| Work order |
Where a line below has the string "white" in it, include it in the count, and give that count alone.

Stored dataset items
──────────────────────────────
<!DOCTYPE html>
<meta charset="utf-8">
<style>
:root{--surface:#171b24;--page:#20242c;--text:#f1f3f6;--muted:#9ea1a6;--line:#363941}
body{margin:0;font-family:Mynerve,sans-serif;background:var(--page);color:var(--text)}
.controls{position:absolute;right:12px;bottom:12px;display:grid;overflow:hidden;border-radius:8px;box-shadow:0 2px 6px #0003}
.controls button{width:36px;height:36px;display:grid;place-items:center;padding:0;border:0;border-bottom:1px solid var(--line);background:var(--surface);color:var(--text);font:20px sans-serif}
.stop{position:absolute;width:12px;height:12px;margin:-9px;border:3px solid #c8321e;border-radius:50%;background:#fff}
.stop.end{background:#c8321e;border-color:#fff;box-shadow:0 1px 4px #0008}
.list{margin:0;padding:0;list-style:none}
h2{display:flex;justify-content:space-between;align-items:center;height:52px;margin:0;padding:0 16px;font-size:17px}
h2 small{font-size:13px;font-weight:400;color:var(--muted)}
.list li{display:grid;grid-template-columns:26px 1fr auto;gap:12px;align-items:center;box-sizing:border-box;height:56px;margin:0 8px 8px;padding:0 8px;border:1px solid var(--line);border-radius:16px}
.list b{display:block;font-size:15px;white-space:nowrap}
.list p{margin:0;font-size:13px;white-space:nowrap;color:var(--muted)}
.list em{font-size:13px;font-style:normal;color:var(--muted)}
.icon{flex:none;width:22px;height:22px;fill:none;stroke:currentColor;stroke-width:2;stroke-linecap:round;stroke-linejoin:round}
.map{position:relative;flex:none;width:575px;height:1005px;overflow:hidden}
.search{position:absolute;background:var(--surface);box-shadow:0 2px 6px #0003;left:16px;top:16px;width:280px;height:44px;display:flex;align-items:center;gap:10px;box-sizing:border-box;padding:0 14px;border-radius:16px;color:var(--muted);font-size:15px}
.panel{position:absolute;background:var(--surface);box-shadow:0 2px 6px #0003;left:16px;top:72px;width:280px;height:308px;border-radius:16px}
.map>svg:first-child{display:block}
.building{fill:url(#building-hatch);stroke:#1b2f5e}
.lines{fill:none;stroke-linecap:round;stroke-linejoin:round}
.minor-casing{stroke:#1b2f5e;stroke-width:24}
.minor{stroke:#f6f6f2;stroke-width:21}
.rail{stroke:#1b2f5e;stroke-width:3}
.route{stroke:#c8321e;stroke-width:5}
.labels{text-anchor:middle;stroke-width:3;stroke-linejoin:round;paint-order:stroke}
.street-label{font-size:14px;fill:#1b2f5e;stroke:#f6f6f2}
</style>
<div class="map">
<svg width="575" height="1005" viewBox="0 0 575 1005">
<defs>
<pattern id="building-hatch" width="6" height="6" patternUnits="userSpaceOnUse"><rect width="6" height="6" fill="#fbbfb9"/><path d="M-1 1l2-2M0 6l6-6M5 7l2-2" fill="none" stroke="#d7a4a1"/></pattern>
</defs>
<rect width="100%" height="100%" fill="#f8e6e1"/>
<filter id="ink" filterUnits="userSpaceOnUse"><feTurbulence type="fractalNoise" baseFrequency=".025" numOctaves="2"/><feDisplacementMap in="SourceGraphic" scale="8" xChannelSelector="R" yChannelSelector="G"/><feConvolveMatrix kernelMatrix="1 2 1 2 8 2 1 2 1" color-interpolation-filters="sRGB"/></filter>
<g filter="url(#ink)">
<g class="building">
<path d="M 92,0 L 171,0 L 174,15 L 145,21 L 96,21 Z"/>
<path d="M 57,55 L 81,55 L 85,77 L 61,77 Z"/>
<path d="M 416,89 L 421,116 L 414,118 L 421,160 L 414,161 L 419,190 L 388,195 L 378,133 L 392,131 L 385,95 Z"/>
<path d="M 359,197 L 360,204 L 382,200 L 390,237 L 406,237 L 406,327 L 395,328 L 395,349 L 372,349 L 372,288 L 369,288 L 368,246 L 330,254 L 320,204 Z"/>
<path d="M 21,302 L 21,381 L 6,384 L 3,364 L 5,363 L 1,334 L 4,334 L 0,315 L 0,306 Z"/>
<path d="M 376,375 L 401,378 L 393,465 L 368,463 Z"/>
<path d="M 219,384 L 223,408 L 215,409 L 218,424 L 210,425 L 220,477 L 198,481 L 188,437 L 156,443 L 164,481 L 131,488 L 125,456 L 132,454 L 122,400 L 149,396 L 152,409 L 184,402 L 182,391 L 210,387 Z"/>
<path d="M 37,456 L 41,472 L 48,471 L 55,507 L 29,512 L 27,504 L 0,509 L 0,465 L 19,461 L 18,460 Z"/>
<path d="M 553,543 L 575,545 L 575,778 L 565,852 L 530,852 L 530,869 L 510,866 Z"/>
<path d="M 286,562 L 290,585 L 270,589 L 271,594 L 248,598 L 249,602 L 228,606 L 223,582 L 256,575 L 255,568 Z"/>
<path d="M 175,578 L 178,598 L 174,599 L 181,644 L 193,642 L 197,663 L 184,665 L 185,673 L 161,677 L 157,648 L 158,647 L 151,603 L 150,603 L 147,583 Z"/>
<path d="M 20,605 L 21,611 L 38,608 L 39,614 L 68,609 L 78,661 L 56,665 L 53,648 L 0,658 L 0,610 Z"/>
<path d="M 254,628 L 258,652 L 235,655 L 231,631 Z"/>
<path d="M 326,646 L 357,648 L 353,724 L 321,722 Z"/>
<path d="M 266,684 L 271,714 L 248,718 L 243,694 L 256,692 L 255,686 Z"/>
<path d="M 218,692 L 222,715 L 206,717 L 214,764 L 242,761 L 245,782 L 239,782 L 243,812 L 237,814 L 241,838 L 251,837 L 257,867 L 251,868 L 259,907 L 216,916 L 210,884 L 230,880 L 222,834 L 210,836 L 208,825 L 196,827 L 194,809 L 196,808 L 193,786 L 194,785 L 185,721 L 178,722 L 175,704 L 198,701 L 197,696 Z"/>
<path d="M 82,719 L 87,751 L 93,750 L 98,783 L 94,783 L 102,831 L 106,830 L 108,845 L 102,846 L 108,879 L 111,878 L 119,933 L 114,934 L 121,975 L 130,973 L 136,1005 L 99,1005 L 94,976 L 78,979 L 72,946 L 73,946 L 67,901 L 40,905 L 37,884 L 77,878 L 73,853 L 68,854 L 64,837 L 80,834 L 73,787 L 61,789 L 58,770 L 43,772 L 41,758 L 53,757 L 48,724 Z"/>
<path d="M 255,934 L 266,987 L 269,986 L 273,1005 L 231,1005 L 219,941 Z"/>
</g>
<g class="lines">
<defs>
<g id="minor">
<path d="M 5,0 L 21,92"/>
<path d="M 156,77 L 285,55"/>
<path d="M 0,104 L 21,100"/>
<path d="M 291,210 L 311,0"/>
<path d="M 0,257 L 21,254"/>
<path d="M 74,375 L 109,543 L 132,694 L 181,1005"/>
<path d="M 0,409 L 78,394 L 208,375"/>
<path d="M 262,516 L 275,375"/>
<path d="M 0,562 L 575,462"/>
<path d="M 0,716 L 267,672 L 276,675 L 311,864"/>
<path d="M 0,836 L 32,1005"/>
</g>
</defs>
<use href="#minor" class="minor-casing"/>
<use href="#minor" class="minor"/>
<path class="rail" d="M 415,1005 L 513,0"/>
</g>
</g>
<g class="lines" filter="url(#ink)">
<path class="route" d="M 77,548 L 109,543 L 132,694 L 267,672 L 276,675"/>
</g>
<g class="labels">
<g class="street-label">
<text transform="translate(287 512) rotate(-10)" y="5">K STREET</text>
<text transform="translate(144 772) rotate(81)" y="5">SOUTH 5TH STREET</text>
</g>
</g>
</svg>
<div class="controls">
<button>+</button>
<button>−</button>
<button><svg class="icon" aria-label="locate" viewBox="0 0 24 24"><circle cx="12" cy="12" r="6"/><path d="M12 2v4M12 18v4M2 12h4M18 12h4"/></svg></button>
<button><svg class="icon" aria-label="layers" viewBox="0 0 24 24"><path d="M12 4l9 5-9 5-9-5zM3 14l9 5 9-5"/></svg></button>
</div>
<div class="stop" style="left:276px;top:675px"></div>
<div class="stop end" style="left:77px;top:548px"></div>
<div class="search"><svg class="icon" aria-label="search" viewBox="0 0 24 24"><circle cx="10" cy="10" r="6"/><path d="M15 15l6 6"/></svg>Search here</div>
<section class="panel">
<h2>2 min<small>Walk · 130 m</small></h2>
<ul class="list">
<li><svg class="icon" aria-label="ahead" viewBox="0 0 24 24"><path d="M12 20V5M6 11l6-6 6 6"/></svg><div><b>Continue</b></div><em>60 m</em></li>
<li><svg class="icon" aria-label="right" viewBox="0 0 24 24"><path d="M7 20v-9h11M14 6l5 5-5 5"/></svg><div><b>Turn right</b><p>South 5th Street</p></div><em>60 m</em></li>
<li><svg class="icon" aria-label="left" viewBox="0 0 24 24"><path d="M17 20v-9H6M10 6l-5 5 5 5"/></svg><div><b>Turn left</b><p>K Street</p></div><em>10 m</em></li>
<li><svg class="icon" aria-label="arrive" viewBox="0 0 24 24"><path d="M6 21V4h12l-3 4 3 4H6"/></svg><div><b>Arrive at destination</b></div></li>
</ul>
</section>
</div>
──────────────────────────────
| Written response |
2